Of that group -- including 53% of households earning less than $50,000 a year -- 35% have already delayed making a major purchase like a car or home and nine percent have given up the idea altogether. But even among relatively affluent individuals earning $100,000 or more, 35% have delayed or canceled plans to make big purchases, according to a nationwide Redfin survey of 1,142 working Americans conducted by Ipsos in mid-August.

The ripples are reaching the residential real estate market in an uncertain economy at a time of growing concern that AI and other new technologies will eliminate jobs.

“From a housing perspective, that wariness is keeping some would-be homebuyers on the sidelines. On the flipside, those who feel confident in their finances are facing less competition and have more negotiating power,” said Redfin head of economics research Chen Zhao. In this market, making pricing a home competitively and allowing more flexible terms would be critical, she added.

Some 29% of respondents said they had already made or would make big purchases earlier than planned, perhaps to beat the introduction of tariffs. The group seemingly least likely to give up on major purchases was individuals aged 55 or older; 48% of them said job security would not impact their decisions, compared to 21% of under 34s and 31% of 35-54 year olds. Almost half (49%) of working renters are holding back on big buys compared to 27% of working homeowners.

Even among workers who say they are confident about their job security, 19% are more concerned than they were six months ago, while 30% are a little or a lot more confident. And the share who were already concerned has now risen to 77%.

The results also demonstrate how workers are internalizing the impacts of shifting government policies, perhaps not surprising in view of the thousands of layoffs in key federal departments and the elimination of programs that have fallen out of favor. The effect of government restructuring on jobs was the primary concern of 6% of all workers and the loss of government funding or contracts accounted for an additional 7%.

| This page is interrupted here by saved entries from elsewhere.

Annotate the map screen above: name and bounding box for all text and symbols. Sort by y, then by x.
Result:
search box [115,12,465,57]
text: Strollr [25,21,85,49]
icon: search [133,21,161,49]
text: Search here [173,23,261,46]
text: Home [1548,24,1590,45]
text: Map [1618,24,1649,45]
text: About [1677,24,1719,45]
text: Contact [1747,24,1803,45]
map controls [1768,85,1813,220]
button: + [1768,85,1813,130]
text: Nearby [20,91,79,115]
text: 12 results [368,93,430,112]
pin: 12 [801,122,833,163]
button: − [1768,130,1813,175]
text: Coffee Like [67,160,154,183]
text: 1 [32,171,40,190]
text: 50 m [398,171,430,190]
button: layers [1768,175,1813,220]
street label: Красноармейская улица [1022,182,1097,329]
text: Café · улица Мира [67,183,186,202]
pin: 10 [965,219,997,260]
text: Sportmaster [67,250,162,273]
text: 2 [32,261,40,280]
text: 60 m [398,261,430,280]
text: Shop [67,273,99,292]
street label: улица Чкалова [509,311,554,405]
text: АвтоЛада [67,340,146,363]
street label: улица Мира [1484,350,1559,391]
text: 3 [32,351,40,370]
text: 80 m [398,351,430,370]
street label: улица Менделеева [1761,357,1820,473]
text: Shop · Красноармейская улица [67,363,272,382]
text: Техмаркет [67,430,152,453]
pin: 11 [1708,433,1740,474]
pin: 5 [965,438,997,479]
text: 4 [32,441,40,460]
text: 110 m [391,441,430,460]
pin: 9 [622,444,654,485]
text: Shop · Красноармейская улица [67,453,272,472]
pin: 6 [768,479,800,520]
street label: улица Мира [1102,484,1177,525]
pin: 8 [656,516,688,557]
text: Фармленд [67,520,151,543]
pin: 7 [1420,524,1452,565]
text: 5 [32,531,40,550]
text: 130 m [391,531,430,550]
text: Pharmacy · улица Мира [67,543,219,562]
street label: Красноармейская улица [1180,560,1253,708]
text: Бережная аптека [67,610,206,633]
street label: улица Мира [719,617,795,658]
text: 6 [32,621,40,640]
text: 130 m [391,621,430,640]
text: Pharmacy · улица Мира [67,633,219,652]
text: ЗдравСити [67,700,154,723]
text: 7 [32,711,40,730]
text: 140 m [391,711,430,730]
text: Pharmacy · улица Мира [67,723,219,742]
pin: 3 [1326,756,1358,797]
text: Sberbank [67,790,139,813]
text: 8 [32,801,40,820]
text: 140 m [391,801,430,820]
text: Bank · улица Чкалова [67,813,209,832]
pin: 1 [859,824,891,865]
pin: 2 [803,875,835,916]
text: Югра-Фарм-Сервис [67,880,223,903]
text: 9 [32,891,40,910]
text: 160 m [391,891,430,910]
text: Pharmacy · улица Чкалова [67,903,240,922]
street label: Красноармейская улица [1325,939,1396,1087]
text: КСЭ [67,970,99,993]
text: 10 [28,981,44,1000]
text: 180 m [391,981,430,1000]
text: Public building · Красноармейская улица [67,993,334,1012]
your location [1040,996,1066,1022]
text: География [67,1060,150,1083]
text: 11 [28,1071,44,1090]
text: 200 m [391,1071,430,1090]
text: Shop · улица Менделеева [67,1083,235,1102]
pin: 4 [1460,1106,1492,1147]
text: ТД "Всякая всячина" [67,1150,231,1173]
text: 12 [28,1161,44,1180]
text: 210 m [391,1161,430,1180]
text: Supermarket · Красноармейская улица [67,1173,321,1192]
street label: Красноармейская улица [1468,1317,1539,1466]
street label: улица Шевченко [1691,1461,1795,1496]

A third of workers worried about how their own company’s performance could affect their job security. The impacts of tariffs (17%) and the adoption of AI (16%) on job security were also common. Only 8% thought their performance might be a factor.

Job loss is not the only thing the real estate sector has to worry about. The reality that 36% of American workers do not have an emergency fund to cover housing costs like mortgage or rent is also troubling. Households earning more than $100,000 a year (68%) or who were homeowners (65%) were more likely to have such a piggy bank. But those earning $50,000 or less (37%), renters (40%) and young people aged 18-34 were more exposed and for many with some sort of emergency fund, it would last less than 12 months. For a third, savings would last less than three months. Experts recommend a cushion to cover three-to-six months of expenses.